Last fall, before many of us even knew how to make Zoom calls, let alone convert nearly our entire lives to virtual form, I worked as a paraprofessional in a kindergarten classroom, at one of Rohnert Park’s local elementary schools. There was a space on campus—a small room, maybe the size of a walk-in closet, with white walls, bright lights, and nothing more than a chair-less table in the corner. This confined, solitary space, referred to as The Boring Room, was reserved for disciplinary use, a place to take students when their behavior became too much, or the resources to handle it were too little, which was often. For the first month or so I was able to avoid the room, and, as I hadn’t yet seen it, wasn’t even entirely sure what it was. For the students and staff, The Boring Room had evolved over time, just as any punishment does, into something much more than an actual place or material consequence—it became an idea, a threat that could be used to curb any unwanted behavior. “If you don’t stop, you’re going to The Boring Room,” “Do you want to go to The Boring Room?”
As teachers and staff, we are educators as well as caregivers. Not unlike parents, we feel joy for our students’ achievements, concern for their well-being, and an invested pride and responsibility in their development. We also feel, at times, defeated, exhausted, and lost. In this particular case, not unlike many others across our district, our state, and our nation, we were stretched thin, paid very little, which, for assistive staff, meant minimum wage or not much more, and expected regularly to meet a standard which far exceeded our compensation and our resources.

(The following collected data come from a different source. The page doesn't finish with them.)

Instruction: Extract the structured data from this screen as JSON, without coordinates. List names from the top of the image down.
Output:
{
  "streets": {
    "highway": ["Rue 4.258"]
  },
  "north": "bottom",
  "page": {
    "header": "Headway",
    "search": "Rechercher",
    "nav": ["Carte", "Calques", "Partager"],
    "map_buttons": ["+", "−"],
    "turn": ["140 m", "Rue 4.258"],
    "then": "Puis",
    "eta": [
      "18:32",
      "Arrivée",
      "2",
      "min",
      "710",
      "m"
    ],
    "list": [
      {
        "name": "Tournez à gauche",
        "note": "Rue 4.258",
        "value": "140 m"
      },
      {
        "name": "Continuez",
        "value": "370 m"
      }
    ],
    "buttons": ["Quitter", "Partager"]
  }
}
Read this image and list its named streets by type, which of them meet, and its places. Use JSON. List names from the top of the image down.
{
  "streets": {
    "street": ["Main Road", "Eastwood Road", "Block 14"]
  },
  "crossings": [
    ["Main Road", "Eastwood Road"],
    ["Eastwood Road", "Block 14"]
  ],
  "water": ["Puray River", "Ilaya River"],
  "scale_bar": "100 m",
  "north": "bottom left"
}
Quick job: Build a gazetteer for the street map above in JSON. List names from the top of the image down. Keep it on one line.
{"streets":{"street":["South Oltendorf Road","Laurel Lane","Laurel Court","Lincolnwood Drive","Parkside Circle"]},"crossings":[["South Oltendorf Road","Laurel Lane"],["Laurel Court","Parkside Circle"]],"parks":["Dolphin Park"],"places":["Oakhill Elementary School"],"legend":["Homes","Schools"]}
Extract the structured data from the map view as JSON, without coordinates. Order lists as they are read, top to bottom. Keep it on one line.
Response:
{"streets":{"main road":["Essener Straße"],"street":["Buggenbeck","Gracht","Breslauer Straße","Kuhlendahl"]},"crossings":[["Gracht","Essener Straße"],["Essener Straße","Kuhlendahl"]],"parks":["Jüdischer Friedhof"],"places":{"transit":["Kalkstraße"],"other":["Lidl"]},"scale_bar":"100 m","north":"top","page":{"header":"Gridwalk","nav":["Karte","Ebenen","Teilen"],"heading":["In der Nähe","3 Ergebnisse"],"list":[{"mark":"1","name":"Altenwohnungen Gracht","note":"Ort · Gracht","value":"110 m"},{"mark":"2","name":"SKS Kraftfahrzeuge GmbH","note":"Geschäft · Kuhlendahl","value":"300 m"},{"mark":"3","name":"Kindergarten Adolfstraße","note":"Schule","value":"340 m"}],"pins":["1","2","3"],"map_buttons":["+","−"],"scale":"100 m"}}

My job as a paraprofessional, primarily, was to assist the students who had difficulty conforming to a standard classroom environment. For the majority of four and five year olds, school is a transition, something new, exciting, and also often confusing and frustrating. For some of the kids, these issues were compounded. Physical and verbal aggression, as well as property displacement and destruction were not unlikely events. Occasionally, this would result in the child being temporarily removed from the classroom for their own and other's safety. My approach, typically, was to take them for a calm down walk around the school or to the garden, or take them to the learning center, where they could quietly play with Playdoh and some toys I brought from home. I had never used The Boring Room, except once under pressure, on a day when one of our students was having a particularly rough time and having them outdoors or around peers posed a safety threat. To say the least, I hated it. I felt wrong for taking them there, heartbroken as they kicked and punched the walls, tears streaming down their face. This was the calm down room, The Boring Room, fluorescent lights glaring down at us, reflecting off the white walls. Grey office carpet scratched at their bare knees as they shuffled around the room, trying to rip out the already exposed wiring on the opposite wall. “Let me out, I’ll be good, please!” They shouted to the voices on the other side of the conjoining door that led to the staff break room, attempting to peel away the paper covering the tiny window at its center. I never wanted to do that again. There needs to be a safe space for these children to go, a place to decompress and reflect, but neither them or myself felt safe or calm in that room. As I sat in a corner of the room, patting this student’s back, who I had grown to care for, not unlike many of the other students, speaking to them quietly as I attempted to calm them, I thought of my own daughter, who also had trouble with self-regulation and sensory overload. Had she ever been sent to the Boring Room? Were there other Boring Rooms on other campuses?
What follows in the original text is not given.